Chef Sara Harvey, A Wild woman of Hood Canal

Sara Harvey is an oyster farmer and the executive chef at Alderbrook Resort & Spa in western Washington. Her passion for high-quality local ingredients fused with a direct connection to Puget Sound’s natural environments is as inspiring as it is delicious.

At the base of the Olympic Mountains, one of the only true fjords in the contiguous United States slices through western Washington. Hood Canal’s wild bounty is home to Orcas, seals, a variety of salmon, bears, and birds.

Some of the best food experiences in the area originate from the Alderbrook Resort & Spa in Union, WA – a small community in the Hood Canal area. Union has roughly 700 residents but quite literally bursts with flavor.

Sara Harvey is the executive chef at Alderbrook Resort & Spa. Her brain and hands are responsible for the amazing food that’s served at the Alderbrook. She also helps oversee culinary delights at nearby Hook & Fork – a small eatery attached to the Union City Market.

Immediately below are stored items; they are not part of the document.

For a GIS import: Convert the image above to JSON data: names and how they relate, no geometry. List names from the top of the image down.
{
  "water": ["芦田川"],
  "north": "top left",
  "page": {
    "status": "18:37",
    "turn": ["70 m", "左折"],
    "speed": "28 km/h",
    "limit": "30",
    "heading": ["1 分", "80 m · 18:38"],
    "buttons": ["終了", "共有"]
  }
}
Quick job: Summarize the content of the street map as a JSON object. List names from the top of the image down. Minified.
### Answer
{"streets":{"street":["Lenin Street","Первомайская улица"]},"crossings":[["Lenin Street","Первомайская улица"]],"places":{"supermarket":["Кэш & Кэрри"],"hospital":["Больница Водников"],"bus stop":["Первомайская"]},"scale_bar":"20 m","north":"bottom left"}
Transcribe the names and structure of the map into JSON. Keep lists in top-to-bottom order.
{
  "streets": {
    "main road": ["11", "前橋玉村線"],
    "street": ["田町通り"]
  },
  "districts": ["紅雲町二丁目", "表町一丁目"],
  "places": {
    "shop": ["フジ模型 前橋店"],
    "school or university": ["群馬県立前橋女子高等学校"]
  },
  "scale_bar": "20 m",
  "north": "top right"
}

A portrait of Alderbrook Resort & Spa's executive chef, Sara Harvey in the cove where she keeps her oyster farm
Executive Chef Sara Harvey standing in the courtyard of the Hook and Fork eatery wearing a black apron
Executive Chef Sara Harvey cooking oysters over an open fire at Hook & Fork eatery in Union, Washington

I met Chef Sara a few years ago when she was cooking at Hook & Fork, which is also owned and operated by Alderbrook. The first thing she did when we met was feed me. I was there to talk about potentially doing a story about her. Unsolicited, she brought me an assortment of her creations to feast on. She explained where the ingredients came from and how she cooked them. It took only a few minutes to understand that food is more than just a job for Sara.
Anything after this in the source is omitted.